Trump se opõe a simulações de prevenção a tiroteios nas escolas

Washington, 22 fev (EFE).- O presidente dos Estados Unidos, Donald Trump, se posicionou contra as simulações que muitas instituições de ensino do país fazem para se preparar para possíveis tiroteios, e disse que "também é preciso falar "sobre as imagens violentas de videogames e filmes às quais as crianças estão sendo expostas".

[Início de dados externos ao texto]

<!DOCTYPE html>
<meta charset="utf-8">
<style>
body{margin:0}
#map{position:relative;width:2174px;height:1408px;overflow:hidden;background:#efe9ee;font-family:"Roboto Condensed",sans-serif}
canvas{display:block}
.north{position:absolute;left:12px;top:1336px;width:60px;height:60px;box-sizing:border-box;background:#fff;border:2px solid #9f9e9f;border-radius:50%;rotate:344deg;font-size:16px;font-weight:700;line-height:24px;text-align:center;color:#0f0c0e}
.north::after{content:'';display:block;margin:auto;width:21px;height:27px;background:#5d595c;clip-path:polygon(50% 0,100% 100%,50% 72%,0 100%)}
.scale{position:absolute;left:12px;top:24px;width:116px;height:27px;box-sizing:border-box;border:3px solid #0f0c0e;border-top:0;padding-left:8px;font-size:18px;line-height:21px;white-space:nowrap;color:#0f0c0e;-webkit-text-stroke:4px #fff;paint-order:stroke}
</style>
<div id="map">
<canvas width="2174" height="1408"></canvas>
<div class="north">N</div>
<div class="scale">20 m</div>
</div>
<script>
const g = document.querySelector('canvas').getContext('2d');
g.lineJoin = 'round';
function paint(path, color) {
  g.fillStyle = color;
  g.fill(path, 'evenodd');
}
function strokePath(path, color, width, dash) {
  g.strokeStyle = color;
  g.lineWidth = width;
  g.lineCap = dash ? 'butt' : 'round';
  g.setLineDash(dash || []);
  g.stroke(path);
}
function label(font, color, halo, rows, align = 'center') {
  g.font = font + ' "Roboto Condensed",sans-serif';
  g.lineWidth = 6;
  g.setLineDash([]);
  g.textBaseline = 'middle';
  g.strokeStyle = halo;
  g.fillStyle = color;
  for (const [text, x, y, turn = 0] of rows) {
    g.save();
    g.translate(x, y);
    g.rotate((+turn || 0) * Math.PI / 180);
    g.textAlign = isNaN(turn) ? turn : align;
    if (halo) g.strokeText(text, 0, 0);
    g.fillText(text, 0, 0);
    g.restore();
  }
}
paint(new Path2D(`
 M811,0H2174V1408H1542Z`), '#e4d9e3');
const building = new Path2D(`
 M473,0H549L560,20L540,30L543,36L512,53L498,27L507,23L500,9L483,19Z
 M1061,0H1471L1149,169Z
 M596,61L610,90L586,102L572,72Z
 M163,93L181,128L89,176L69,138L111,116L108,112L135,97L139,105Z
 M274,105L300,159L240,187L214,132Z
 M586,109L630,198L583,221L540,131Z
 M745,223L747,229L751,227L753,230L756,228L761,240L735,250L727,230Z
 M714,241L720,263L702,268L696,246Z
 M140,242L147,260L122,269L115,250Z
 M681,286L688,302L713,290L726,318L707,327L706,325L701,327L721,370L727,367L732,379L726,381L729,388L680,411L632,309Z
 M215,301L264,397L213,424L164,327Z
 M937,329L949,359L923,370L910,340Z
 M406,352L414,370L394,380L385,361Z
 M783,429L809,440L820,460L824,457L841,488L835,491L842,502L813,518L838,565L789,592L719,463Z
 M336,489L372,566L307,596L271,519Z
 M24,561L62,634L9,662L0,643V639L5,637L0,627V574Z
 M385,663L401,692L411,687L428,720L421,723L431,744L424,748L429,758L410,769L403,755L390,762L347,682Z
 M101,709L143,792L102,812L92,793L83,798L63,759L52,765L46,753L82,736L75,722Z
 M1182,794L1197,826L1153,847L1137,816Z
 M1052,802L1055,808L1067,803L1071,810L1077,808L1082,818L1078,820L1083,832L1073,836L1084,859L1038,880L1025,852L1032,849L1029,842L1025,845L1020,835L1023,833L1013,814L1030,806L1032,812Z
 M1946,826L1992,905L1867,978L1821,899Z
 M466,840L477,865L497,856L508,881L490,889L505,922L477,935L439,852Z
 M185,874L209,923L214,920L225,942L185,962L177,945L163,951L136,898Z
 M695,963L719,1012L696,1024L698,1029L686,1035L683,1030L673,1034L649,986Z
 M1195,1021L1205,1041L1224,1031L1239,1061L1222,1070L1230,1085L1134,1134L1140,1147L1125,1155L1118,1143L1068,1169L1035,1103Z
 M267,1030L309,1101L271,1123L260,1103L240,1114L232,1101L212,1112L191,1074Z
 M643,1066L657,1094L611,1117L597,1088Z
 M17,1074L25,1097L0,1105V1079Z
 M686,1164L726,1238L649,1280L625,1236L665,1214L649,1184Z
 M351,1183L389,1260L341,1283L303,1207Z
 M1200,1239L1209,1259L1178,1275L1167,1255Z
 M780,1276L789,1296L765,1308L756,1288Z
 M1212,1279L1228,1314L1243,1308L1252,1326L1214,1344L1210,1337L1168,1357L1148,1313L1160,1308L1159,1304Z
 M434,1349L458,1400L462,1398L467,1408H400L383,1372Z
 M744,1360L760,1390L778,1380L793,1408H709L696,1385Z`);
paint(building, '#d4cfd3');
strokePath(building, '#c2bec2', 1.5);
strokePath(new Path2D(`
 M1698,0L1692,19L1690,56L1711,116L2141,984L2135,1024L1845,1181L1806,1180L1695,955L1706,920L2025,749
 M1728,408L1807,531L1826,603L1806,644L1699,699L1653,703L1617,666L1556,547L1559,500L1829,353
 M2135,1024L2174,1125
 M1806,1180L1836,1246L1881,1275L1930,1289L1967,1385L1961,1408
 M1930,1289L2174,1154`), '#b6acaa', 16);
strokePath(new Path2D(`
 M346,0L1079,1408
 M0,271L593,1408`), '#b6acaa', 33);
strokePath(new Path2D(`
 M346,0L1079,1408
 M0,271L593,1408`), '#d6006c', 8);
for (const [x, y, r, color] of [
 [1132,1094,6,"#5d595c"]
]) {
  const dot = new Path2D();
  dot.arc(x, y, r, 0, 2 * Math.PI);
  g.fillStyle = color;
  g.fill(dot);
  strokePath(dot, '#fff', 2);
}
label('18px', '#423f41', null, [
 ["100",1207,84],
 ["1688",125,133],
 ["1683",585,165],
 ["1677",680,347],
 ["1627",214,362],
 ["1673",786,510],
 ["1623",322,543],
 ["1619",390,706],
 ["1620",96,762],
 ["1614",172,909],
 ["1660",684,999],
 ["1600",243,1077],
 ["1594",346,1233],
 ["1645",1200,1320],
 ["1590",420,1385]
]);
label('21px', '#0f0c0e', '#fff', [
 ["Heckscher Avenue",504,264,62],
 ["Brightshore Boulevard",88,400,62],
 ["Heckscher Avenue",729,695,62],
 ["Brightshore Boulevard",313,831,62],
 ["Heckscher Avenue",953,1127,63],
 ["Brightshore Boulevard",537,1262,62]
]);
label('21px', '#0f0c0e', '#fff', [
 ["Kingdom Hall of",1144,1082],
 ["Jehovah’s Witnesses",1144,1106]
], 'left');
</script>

Em ato na Casa Branca sobre segurança nas escolas, Trump se pronunciou nesta quinta-feira sobre as práticas feitas em instituições de ensino de todo o país para ensinar aos estudantes e professores como reagir se em algum momento uma pessoa armada começar a atirar.

"As simulações de preparação para atiradores ativos são muito negativas. Não gosto", disse Trump em reunião que contou com a presença de vários agentes estatais e locais, entre eles a prefeita de Parkland (Flórida), onde na semana passada 17 pessoas morreram no tiroteio ocorrido em uma escola de ensino médio.

"Eu preferiria ter uma escola (com segurança) reforçada. Acho que (as simulações) são uma loucura, que são muito duras para as crianças", acrescentou o presidente.

Donald Trump disse que não gostaria de precisar dizer ao filho Barron, de 11 anos, que o menino terá de passar por uma simulação na escola.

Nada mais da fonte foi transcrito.